If you’re a European or US company trying to get your goods shipped from China, good luck.
Competition for container space has soared, resulting in delays for retailers trying to import items and skyrocketing costs. In the past year, the price to ship a 40-foot container from China to northern Europe almost quadrupled, according to Freightos, an online marketplace for freight shipping, and nearly tripled to the west coast of the US.
The increases can rise even higher in some cases, and that’s if you can get an empty container to begin with. Not having an available container “is probably much more damaging” than the higher costs, says Eytan Buchman, chief marketing officer at Freightos. “That’s the biggest factor that we’re seeing.”
Freightos says it works with thousands of small and medium US businesses, many of which get their goods from China and sell them on Amazon’s third-party marketplace. A number have reported disruptions to their supply chains due to the pandemic.
They aren’t the only ones encountering problems. The Financial Times reports (paywall) that large retailers in Europe selling everything from sporting goods to dried fruit are contending with prohibitive shipping costs and delays of weeks or more as they try to get their goods from China.
The surge in shipping costs is another result of the pandemic. When Covid-19 first hit China in early 2020, the country’s manufacturing froze.
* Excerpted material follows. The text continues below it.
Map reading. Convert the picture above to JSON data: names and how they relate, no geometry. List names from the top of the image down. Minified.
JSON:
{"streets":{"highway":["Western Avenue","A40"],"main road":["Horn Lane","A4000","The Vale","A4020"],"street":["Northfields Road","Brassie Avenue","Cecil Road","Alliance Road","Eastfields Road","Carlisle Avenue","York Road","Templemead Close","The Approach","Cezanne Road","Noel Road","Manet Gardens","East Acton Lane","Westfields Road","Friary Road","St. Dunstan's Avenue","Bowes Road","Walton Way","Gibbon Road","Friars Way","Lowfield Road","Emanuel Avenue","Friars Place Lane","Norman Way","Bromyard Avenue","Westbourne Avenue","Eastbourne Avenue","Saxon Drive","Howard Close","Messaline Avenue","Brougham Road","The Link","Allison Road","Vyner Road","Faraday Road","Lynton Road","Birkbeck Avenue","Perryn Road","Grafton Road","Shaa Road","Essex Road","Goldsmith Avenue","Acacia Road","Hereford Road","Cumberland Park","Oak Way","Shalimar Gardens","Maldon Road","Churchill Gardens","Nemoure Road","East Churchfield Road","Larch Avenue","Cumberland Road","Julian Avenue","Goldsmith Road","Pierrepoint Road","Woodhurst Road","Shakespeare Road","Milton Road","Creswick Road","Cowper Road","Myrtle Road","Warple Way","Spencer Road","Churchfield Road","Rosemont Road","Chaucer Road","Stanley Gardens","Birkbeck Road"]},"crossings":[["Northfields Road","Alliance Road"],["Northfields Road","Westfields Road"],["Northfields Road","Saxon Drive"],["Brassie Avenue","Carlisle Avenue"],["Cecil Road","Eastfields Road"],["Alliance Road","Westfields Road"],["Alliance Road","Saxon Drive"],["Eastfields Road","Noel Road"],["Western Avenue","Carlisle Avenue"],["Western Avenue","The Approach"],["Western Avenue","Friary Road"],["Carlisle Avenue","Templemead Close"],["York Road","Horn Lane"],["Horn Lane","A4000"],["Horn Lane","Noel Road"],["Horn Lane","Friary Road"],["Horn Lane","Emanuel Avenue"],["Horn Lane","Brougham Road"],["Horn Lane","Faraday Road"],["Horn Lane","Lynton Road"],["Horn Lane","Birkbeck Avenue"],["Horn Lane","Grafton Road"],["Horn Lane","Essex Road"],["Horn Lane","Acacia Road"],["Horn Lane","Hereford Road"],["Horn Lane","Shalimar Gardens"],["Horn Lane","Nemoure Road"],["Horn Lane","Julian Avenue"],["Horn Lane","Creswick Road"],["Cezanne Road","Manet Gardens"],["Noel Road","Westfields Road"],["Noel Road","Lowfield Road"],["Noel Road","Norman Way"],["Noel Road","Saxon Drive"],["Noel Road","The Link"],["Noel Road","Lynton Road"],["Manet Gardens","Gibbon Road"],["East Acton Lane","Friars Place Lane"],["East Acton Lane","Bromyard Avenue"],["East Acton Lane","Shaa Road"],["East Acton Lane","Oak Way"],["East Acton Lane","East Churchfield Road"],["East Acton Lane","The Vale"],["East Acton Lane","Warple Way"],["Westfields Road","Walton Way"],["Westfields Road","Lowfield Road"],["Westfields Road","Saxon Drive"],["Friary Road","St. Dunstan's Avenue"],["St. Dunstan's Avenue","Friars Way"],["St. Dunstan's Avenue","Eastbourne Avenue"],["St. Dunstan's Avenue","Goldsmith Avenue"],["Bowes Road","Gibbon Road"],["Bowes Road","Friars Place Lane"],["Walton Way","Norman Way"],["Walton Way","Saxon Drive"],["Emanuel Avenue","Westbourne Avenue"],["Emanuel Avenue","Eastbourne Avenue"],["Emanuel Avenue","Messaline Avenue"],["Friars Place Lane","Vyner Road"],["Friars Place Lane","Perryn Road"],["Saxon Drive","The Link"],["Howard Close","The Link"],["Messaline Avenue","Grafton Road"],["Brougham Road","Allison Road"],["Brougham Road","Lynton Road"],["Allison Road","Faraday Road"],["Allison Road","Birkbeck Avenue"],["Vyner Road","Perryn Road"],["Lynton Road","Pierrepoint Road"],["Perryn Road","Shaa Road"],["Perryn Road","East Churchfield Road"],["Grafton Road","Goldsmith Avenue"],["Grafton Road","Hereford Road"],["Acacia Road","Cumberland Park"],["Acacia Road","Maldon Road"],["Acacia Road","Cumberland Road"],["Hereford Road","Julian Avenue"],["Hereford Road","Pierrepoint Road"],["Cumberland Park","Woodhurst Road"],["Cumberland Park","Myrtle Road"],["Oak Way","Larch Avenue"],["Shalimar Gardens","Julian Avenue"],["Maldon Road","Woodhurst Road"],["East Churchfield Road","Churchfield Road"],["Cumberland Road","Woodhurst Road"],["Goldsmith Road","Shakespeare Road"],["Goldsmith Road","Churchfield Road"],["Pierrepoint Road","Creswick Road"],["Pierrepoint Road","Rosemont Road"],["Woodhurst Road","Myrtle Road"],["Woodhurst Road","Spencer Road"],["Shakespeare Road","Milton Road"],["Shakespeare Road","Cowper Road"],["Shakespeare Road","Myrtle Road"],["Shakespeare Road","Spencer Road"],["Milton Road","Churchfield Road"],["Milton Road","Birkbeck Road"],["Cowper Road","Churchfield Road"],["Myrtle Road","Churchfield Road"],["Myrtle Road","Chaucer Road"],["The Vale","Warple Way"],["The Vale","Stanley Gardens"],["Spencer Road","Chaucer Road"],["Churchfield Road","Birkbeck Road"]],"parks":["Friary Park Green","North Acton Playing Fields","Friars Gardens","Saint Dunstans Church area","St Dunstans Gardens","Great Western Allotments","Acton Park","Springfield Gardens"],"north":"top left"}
Companies dependent on China for finished goods or components suddenly faced a bottleneck in their supply chains. Manufacturing rebounded as China brought the outbreak under control, restarting the flow of goods, and almost at the same time, consumers in wealthy countries shifted their spending as they faced their own pandemic lockdowns. Unable to spend on experiences like a movie or dinner, many put their money toward new products.
“That actually increased the demand for physical products,” freight expert and author Marc Levinson recently told Bloomberg. “That’s a lot of what we’re seeing now in this sudden surge of exports from China.”
The trouble is shipping it all. “In a lot of places, it’s very difficult to get your hands on a container itself,” Buchman says. “There’s all these container shortages and equipment shortages.”
Prices have spiraled as a result. Right now they’re also being spurred by the imminent arrival of the Lunar New Year on Feb. 12, a major holiday in China which will pause manufacturing again. Many companies are trying to get their products on ships before then.
Shipping isn’t normally a substantial share of an item’s total cost. But with prices so high, companies have to choose between covering the cost themselves, which shrinks their margins, or raising the retail price of their products, potentially hurting sales. Meanwhile, they face product shortages as components are delayed or the finished goods are slow getting to market. For seasonal items, such as clothing, delays of several weeks can have a significant effect on sales.
Buchman says some companies are dealing with the situation by focusing on importing smaller goods that are easier to ship in bulk, or trying to find domestic sources for products. Big companies may at least be able to absorb the costs. For small businesses, it’s another challenge in what’s already been a hard year.